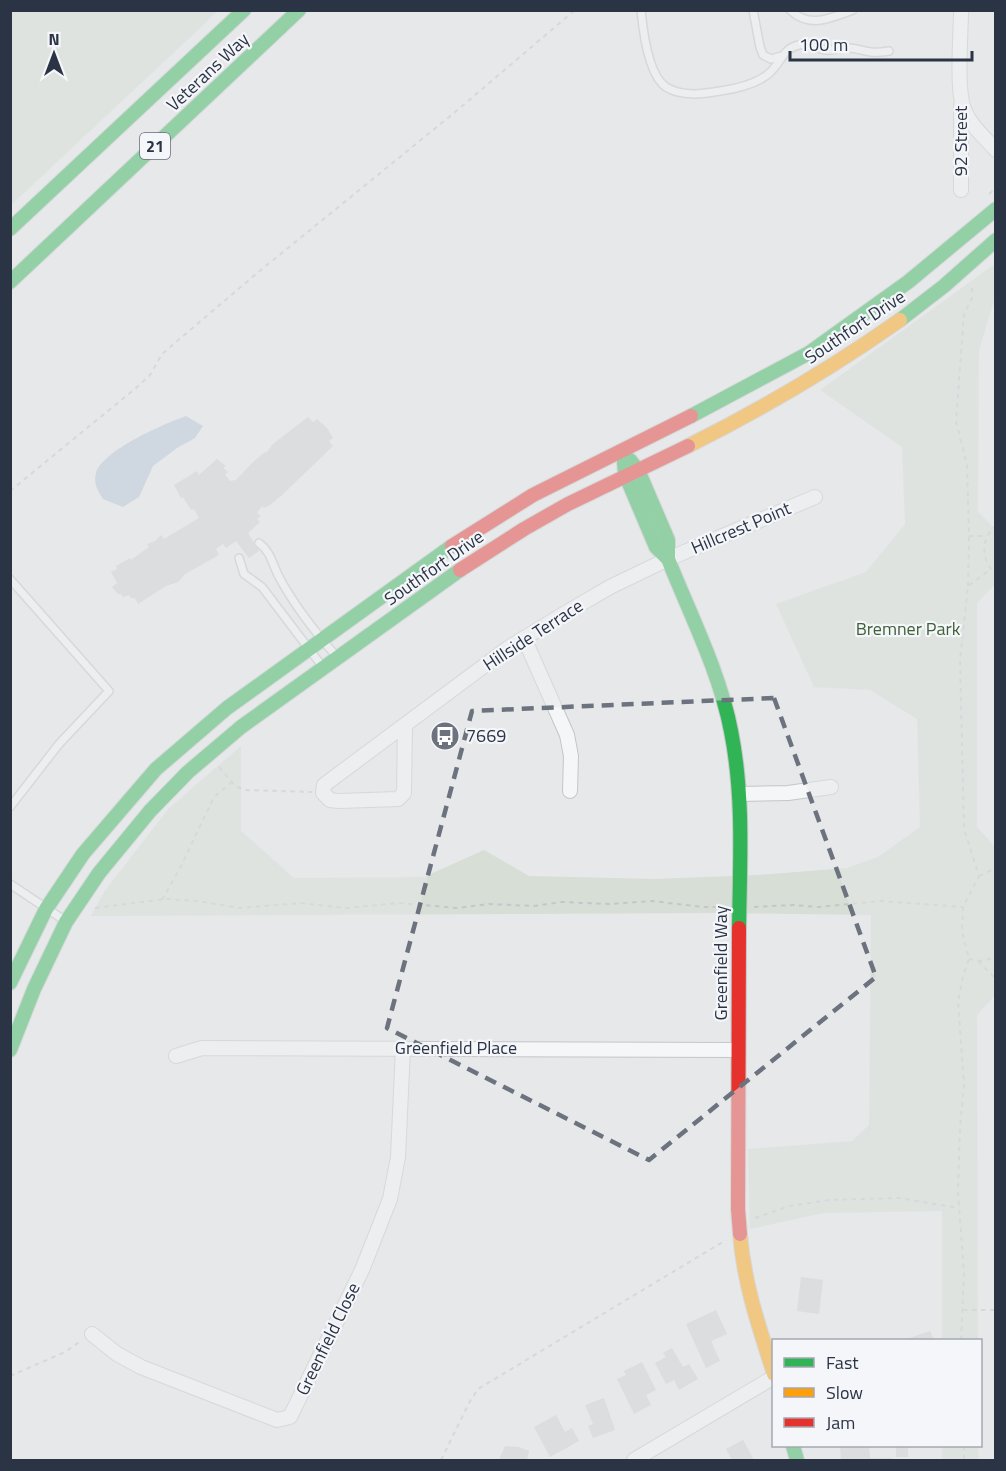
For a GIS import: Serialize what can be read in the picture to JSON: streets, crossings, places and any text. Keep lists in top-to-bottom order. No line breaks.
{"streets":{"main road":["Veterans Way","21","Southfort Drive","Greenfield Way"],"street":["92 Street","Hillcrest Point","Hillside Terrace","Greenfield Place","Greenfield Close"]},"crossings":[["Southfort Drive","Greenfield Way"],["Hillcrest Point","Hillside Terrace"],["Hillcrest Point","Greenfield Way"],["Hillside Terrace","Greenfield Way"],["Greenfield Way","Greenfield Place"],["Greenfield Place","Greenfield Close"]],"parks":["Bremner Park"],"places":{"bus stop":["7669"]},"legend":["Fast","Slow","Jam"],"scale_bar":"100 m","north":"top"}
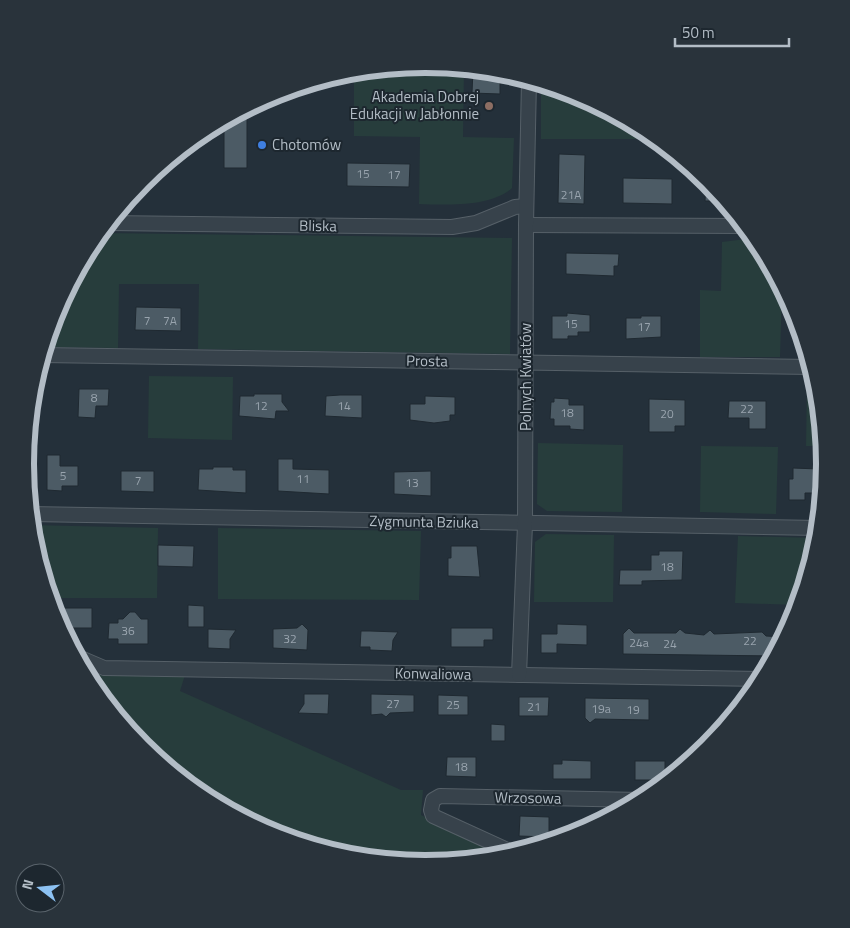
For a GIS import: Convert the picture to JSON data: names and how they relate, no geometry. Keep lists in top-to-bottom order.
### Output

• Exercise directions
Return, word for word, each line from the one that contains "For a GIS import: Convert" through the end of the listing above.

• Answer for this exercise
For a GIS import: Convert the picture to JSON data: names and how they relate, no geometry. Keep lists in top-to-bottom order.
### Output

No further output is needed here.